In addition to the above, the metabolic mechanism of cholesterol has been reported to have anabolic and coprecipitative effects.

In 1985, s.e. gilliland et al in appl.environ.microbiol, 49: 377-381 reports that Lactobacillus acidophilus has the functions of absorbing and assimilating cholesterol, and has better cholesterol-reducing ability in the environment of 0.3% oxgall. Likewise, Noh et al, j.dairy Sci, (1997), 82: 3107-3113 it has been reported that the cell membrane of Lactobacillus acidophilus binds cholesterol, and the adsorbed cholesterol is further assimilated and metabolized into substances required by the cell.

On the other hand, f.a.m.kalver and r.van der Meer in appl.environ.microbiol (1993), 59: 1120-1124 reports that lactobacilli and bifidobacteria do not assimilate cholesterol but, at pH values below 6.0, because of the increased conjugate activity of the bacteria on bile salts (which may also be related to the BSH activity possessed by the bacteria), cause the cholesterol to co-precipitate with the bile salts, thereby reducing the cholesterol content of the medium.

In 1997, M.M.Brashears and S.E.Gililind indicate that without pH control (i.e. normal pH 4.5 to 5.5), lactobacilli have good cholesterol co-precipitation, whereas if pH is controlled to be maintained around 6.0, the cholesterol-lowering capacity of the bacteria is significantly reduced (M.M.Brashears and S.E.Gililind (1997), fluences of pH reducing growth on removal of cholesterol from MRS broth by Lactobacillus casei and Lactobacillus acidophilus, Animal Science Research Report, pp.32-37; http:// www.ansi.okstate.edu/Research/1997rr/006. htm).

In 1998, Zhang Jia Cheng and P.E. were tested with high fat milk and edible oil, and it is considered that "assimilation" is the main function of lactobacillus to reduce cholesterol. (Zhang Jia Cheng and P.E. (1998) ' study of cholesterol removing effect of lactic acid bacteria on food-screening of lactic acid bacteria strain (strain) ' food science (China) ' 19: 20-22).

1999, Usman and Hosono in j.dairy sci, 82: 243-248, a newly discovered species of Lactobacillus gasseri (Lactobacillus gasseri) absorbs cholesterol under bile salt-free culture conditions.

Biological methods for reducing serum cholesterol levels in humans are an economical and effective way.
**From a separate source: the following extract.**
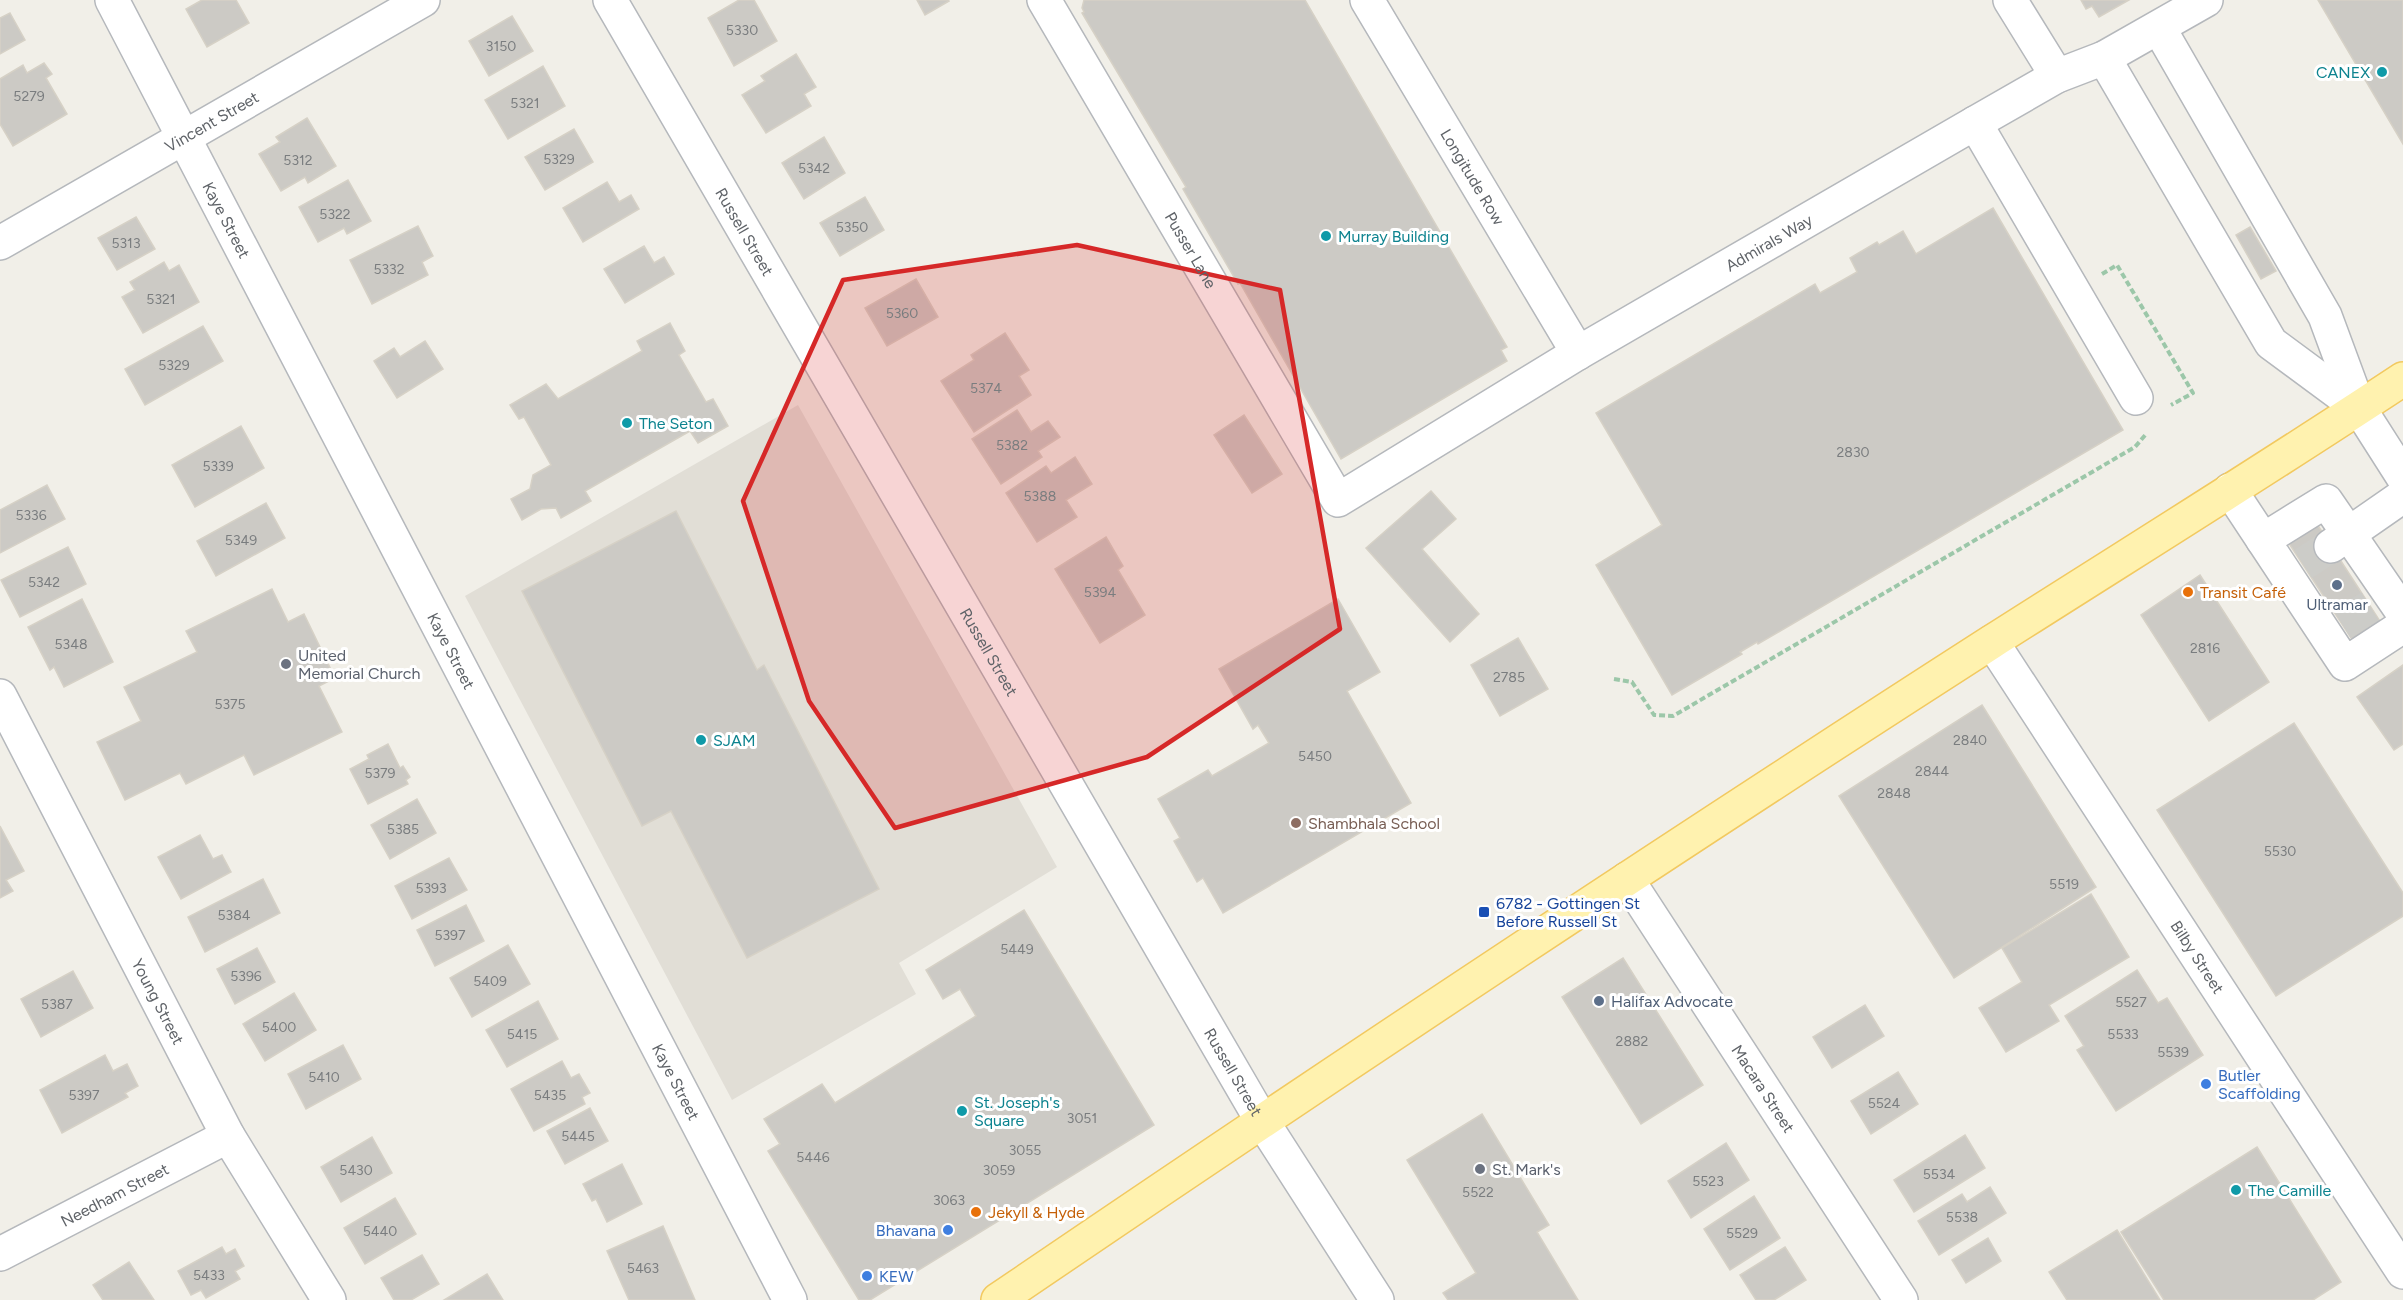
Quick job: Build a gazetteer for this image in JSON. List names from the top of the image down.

As can be seen from the above literature data, lactic acid bacteria may exhibit potent cholesterol-lowering effects both in vivo and in vitro, wherein possible mechanisms of action include the unbinding action of bile salt hydrolase, co-precipitation of cholesterol with unbound bile salts at acidic pH, and assimilation of cholesterol by the lactic acid bacteria cells.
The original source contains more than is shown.